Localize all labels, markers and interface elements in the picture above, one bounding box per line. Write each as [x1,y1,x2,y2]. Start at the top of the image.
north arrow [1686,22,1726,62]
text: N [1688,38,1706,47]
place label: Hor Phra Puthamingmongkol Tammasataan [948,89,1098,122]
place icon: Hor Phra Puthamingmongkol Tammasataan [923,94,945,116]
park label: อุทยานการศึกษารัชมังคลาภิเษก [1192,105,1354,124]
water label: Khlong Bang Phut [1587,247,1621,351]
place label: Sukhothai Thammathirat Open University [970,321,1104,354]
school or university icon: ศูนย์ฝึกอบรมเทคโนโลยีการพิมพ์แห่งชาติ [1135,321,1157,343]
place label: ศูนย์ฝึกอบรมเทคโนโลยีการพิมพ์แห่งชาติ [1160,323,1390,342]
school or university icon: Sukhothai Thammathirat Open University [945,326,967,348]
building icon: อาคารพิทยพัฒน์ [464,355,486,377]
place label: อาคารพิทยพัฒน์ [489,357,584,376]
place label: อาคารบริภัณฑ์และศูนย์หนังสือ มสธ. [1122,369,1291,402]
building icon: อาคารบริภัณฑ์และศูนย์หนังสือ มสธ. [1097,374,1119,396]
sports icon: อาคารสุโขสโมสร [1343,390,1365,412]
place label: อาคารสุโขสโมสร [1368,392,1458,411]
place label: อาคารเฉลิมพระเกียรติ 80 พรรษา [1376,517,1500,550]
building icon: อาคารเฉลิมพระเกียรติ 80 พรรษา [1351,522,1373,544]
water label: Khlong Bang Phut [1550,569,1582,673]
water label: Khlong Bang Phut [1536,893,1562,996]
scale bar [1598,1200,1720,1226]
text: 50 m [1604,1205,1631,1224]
........
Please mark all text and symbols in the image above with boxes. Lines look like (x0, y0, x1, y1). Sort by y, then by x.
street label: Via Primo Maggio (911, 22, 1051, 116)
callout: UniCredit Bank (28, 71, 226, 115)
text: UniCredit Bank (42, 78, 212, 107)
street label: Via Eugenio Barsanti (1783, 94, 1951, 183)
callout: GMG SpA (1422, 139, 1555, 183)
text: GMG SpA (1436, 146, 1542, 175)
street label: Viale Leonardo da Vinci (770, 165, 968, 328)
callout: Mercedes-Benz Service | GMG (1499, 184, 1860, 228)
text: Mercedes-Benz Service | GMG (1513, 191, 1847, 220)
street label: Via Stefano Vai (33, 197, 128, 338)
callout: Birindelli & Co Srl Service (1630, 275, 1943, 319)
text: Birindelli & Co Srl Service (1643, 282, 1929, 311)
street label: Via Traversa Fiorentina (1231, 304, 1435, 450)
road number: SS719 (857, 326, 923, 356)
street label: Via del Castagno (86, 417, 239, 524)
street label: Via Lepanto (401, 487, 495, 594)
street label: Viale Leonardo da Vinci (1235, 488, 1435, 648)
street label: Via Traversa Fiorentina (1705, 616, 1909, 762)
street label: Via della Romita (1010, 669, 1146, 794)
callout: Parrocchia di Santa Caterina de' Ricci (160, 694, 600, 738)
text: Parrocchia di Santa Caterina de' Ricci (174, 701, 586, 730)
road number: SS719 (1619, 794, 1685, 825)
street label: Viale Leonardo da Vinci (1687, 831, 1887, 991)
........
### WHAT THE TASK REQUIRES
From the data above, gather every line that includes the word "UniCredit".

### SOLUTION FOR THIS TASK
callout: UniCredit Bank (28, 71, 226, 115)
text: UniCredit Bank (42, 78, 212, 107)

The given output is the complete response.